L’agricoltura come strumento di inclusione, educazione e crescita personale. È questo il messaggio emerso questa mattina a Casa Veneto, lo spazio allestito dalla Regione del Veneto a Cortina d’Ampezzo in occasione delle Paralimpiadi Invernali 2026, durante il secondo appuntamento promosso da Coldiretti Veneto dedicato al valore sociale della campagna.
L’incontro, dal titolo “Coltiviamo l’inclusione con gli Interventi Assistiti con gli Animali (IAA)”, ha messo al centro le esperienze di agricoltura sociale che, grazie alla presenza degli animali nelle fattorie, favoriscono percorsi educativi, terapeutici e di integrazione per bambini, famiglie e persone con fragilità.
Ad aprire i lavori è stata Valentina Galesso, presidente di Donne Coldiretti Veneto e titolare della Tenuta Va Oltre, che ha evidenziato il potenziale del mondo agricolo come luogo di benessere e crescita personale. “L’agricoltura è un ambiente autentico dove la relazione con la natura e con gli animali crea opportunità di inclusione e di sviluppo personale. Le fattorie didattiche possono diventare luoghi di libertà, apprendimento e consapevolezza per persone di tutte le età”.
A seguire l’intervento di Laura Contalbrigo, dirigente veterinario dell’Istituto Zooprofilattico Sperimentale delle Venezie, che ha approfondito il quadro normativo e scientifico degli Interventi Assistiti con gli Animali. “Gli IAA rappresentano un ambito strutturato e regolamentato che richiede competenze, formazione e rispetto del benessere animale.

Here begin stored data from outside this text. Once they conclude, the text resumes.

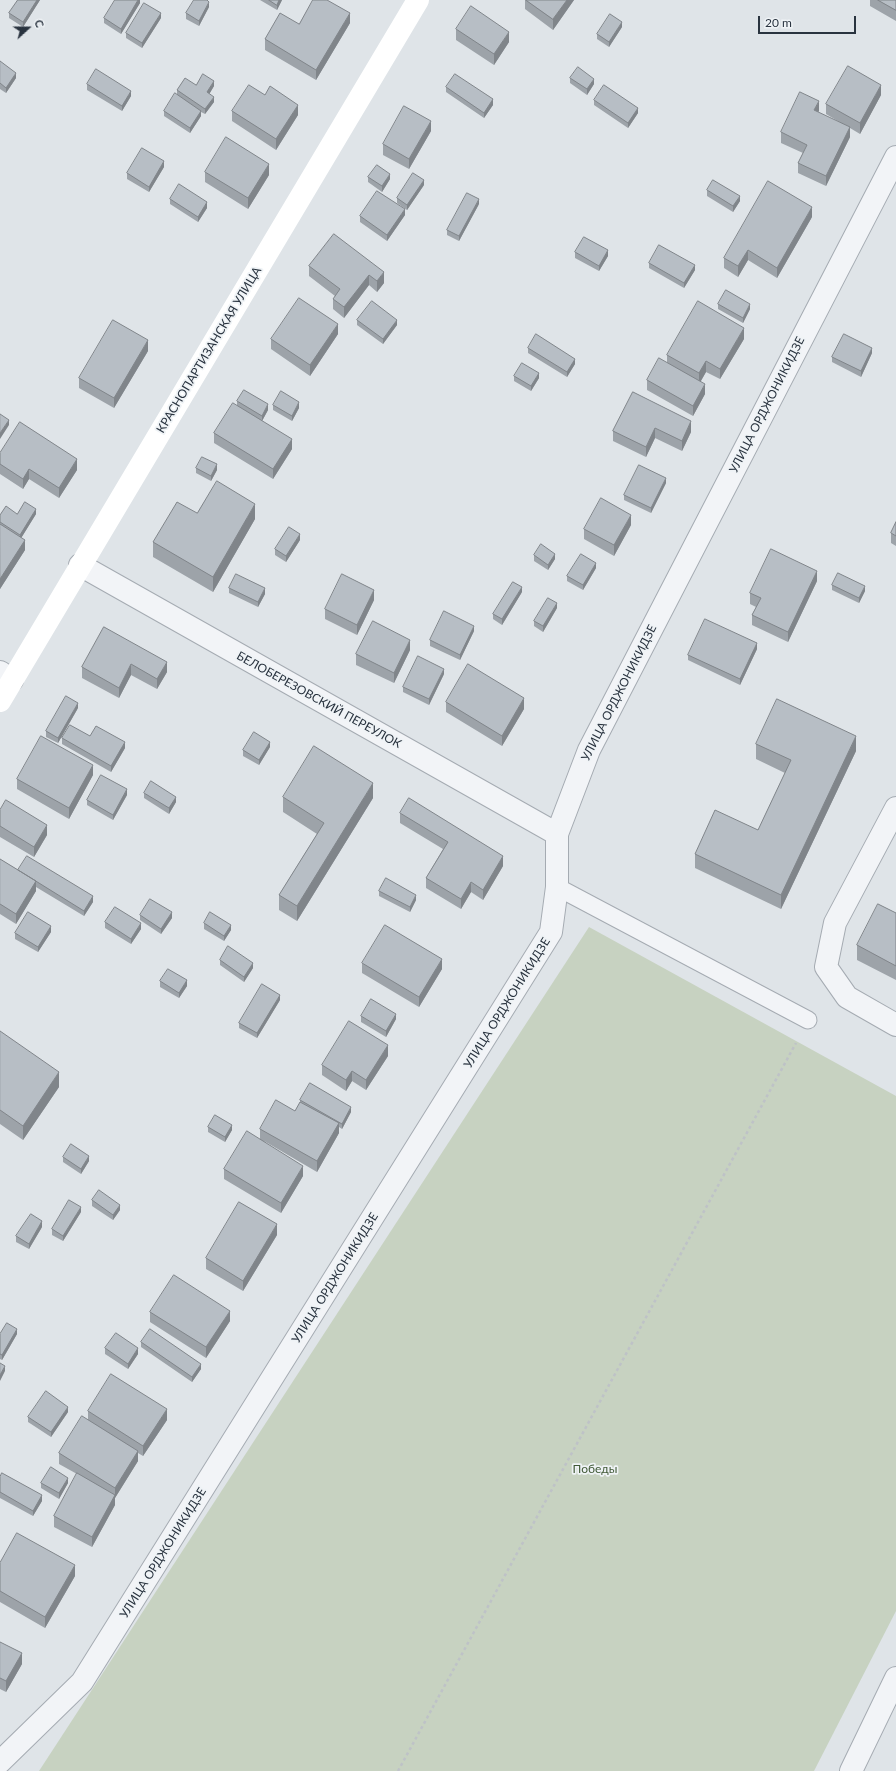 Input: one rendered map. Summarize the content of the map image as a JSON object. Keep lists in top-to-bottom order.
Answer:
{
  "streets": {
    "street": ["КРАСНОПАРТИЗАНСКАЯ УЛИЦА", "УЛИЦА ОРДЖОНИКИДЗЕ", "БЕЛОБЕРЕЗОВСКИЙ ПЕРЕУЛОК"]
  },
  "crossings": [
    ["КРАСНОПАРТИЗАНСКАЯ УЛИЦА", "БЕЛОБЕРЕЗОВСКИЙ ПЕРЕУЛОК"],
    ["УЛИЦА ОРДЖОНИКИДЗЕ", "БЕЛОБЕРЕЗОВСКИЙ ПЕРЕУЛОК"]
  ],
  "parks": ["Победы"],
  "scale_bar": "20 m",
  "north": "right"
} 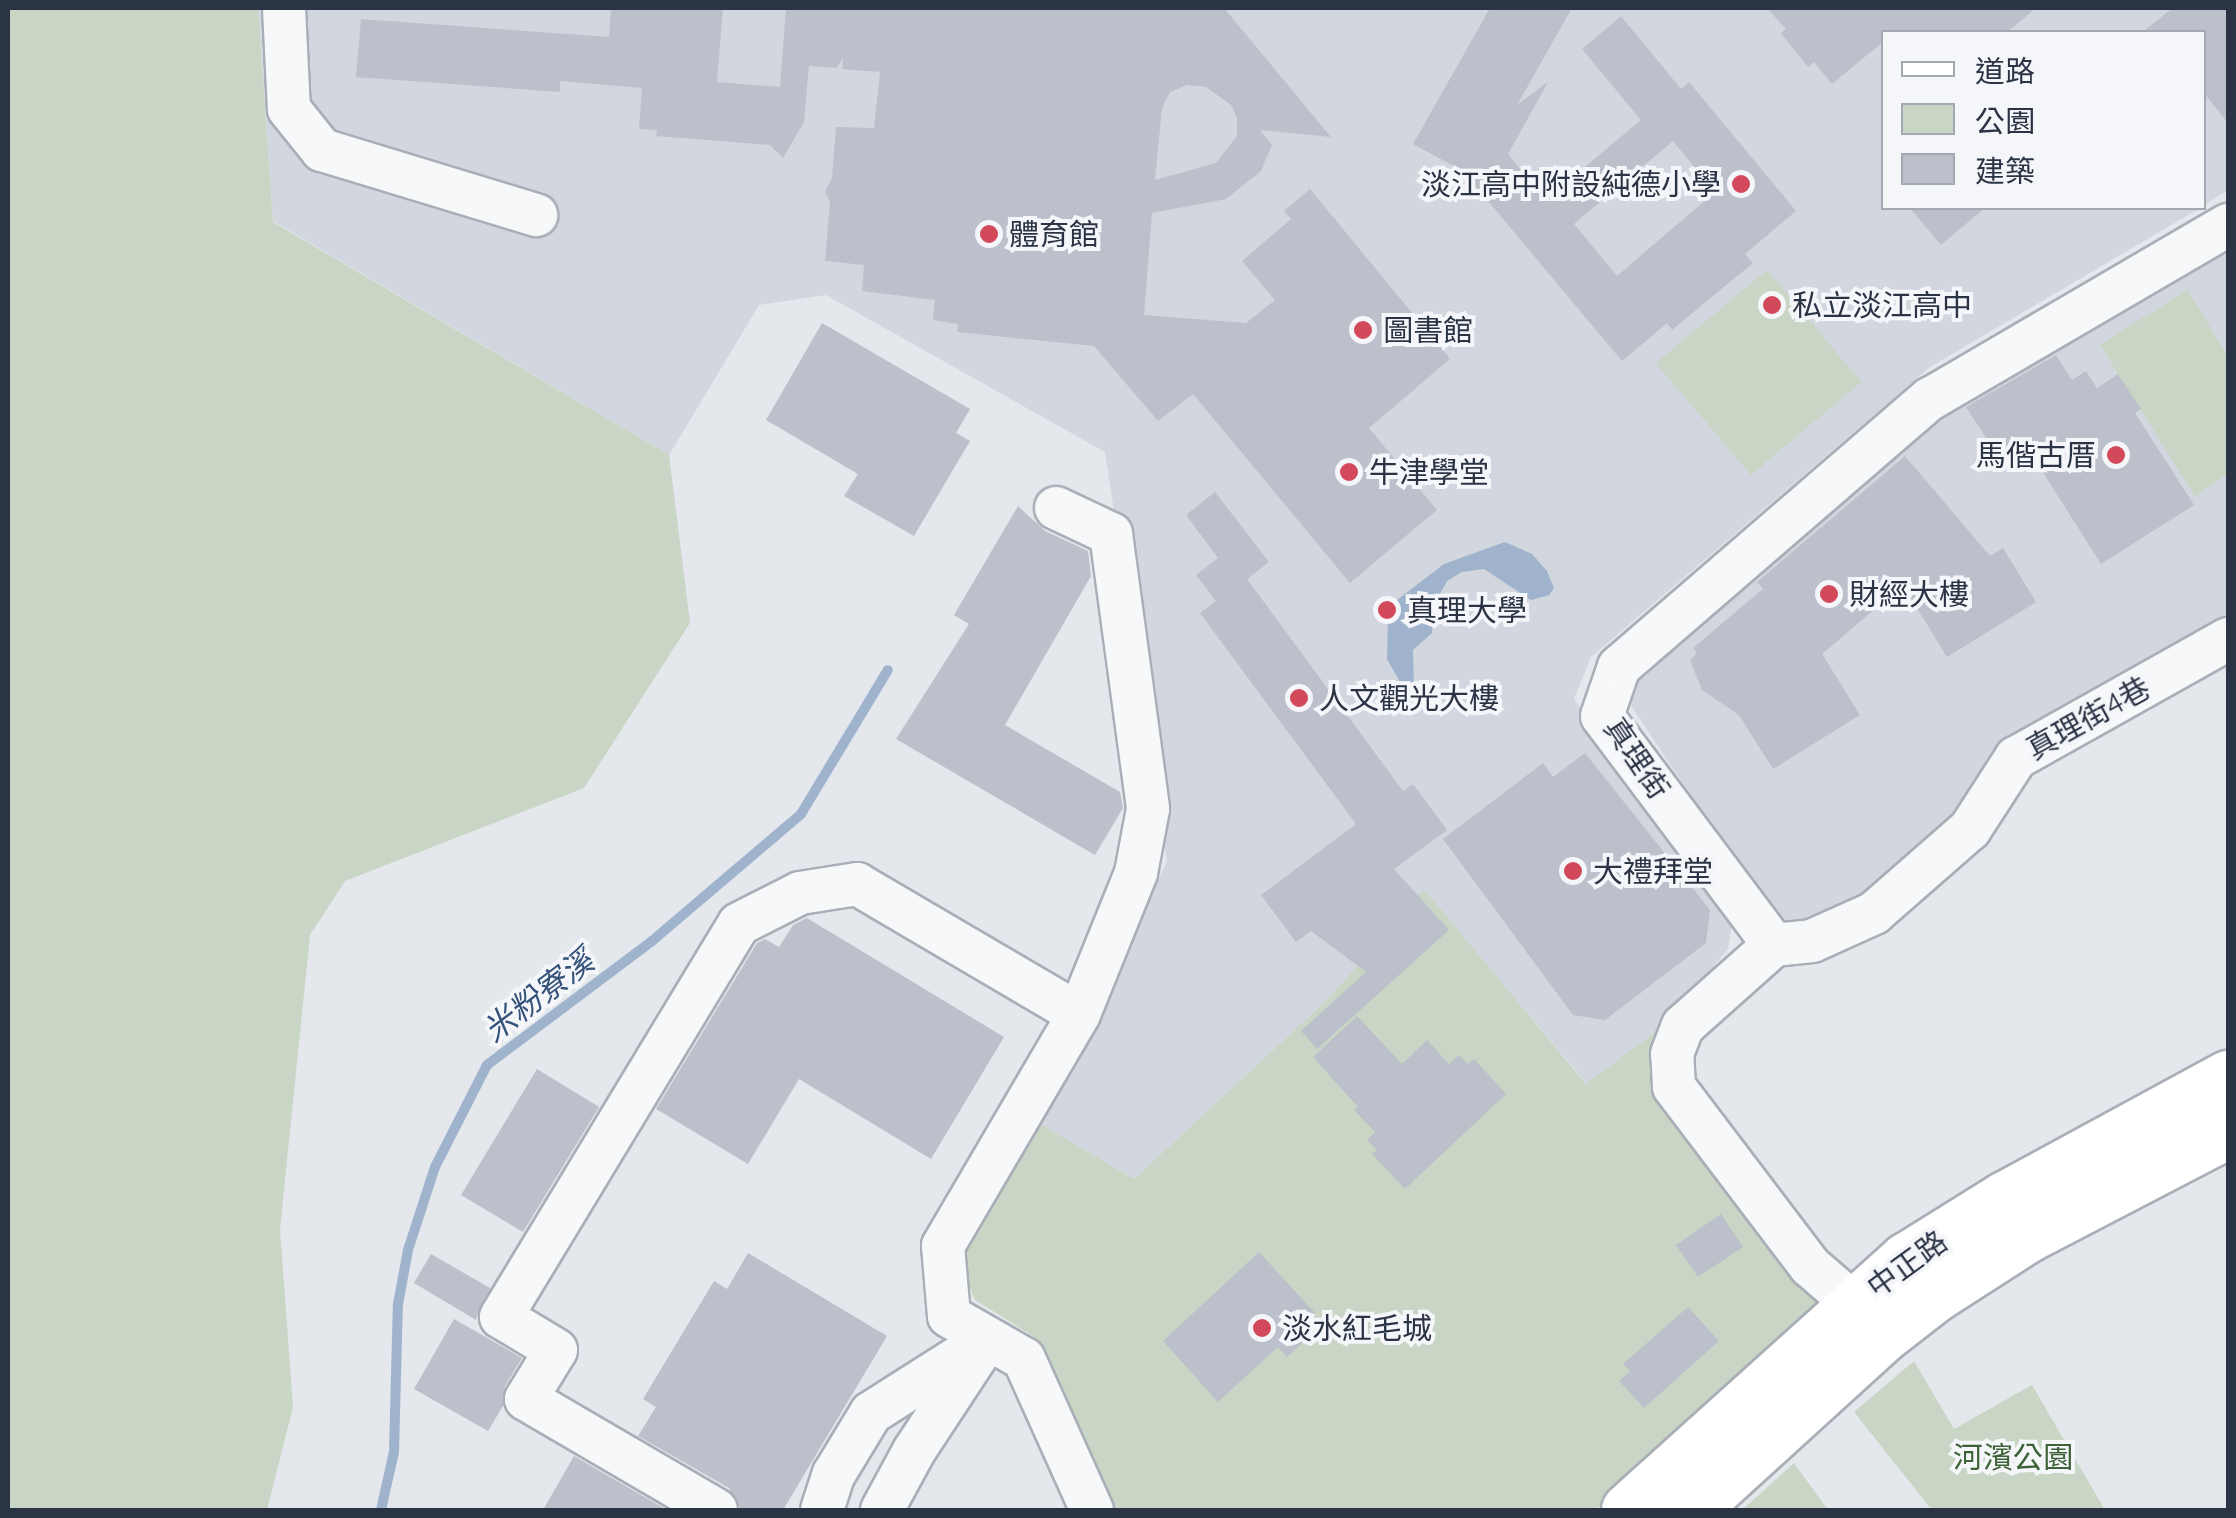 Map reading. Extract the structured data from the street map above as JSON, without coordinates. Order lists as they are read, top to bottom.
{
  "streets": {
    "main road": ["中正路"],
    "street": ["真理街4巷", "真理街"]
  },
  "crossings": [
    ["真理街4巷", "真理街"]
  ],
  "water": ["米粉寮溪"],
  "parks": ["河濱公園"],
  "places": [
    "淡江高中附設純德小學",
    "體育館",
    "私立淡江高中",
    "圖書館",
    "馬偕古厝",
    "牛津學堂",
    "財經大樓",
    "真理大學",
    "人文觀光大樓",
    "大禮拜堂",
    "淡水紅毛城"
  ],
  "legend": ["道路", "公園", "建築"]
}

Le aziende agricole possono svolgere un ruolo importante, contribuendo a sviluppare attività efficaci, sicure e riconosciute”.
La seconda parte della mattinata è stata dedicata alle testimonianze dal territorio. Per la provincia di Treviso è intervenuto Luca Brunati della Cooperativa sociale Sonda, che ha raccontato il valore dell’agricoltura sociale nei percorsi di autonomia delle persone con disabilità.
“Il lavoro quotidiano con la terra e con gli animali aiuta a costruire competenze, responsabilità e relazioni. È un percorso che restituisce dignità e senso di appartenenza alla comunità”.
Per Padova Laura Ravazzolo dell’azienda agrituristica didattica “La Scacchiera” ha illustrato i laboratori esperienziali e le attività educative realizzate con animali domestici.
“L’incontro con gli animali crea un linguaggio immediato e universale. In fattoria bambini, famiglie e persone con disabilità trovano uno spazio dove sperimentare empatia, rispetto e collaborazione”.
Dal Polesine è arrivata anche la testimonianza di Luca Bellotti della Fattoria Didattica Bellotti, che ha presentato il progetto dell'”Agrizoo” come parco rurale educativo.
“Il contatto diretto con gli animali permette di riscoprire la dimensione rurale e di costruire tracciati educativi che uniscono conoscenza, rispetto dell’ambiente e inclusione”.
Sempre dalla provincia di Rovigo Silvia Bertazzo, dell’azienda agricola La Bocalina, ha raccontato i progetti inclusivi sviluppati attraverso apicoltura e biodiversità insieme alle persone della cooperativa Il Mosaico di Adria.
“La collaborazione con l’associazione Il Mosaico dimostra come l’agricoltura possa creare opportunità concrete per le persone con disabilità, trasformando i prodotti della terra in progetti di solidarietà e inclusione”.
A chiudere l’incontro sono stati i direttori provinciali di Coldiretti Treviso, Padova e Rovigo – Giuseppe Satalino, Carlo Belotti e Gerardo Forina Rampolla – che hanno sottolineato il ruolo sempre più centrale dell’agricoltura sociale nel tessuto territoriale veneto.
“Le esperienze presentate oggi dimostrano che l’agricoltura non è solo produzione, ma anche relazione, educazione e responsabilità sociale. Le aziende agricole del Veneto stanno sviluppando modelli innovativi di accoglienza e inclusione che valorizzano le persone e rafforzano il legame tra campagna e comunità. In uno scenario internazionale come quello delle Paralimpiadi, queste storie raccontano un Veneto capace di coniugare tradizione agricola, solidarietà e futuro”.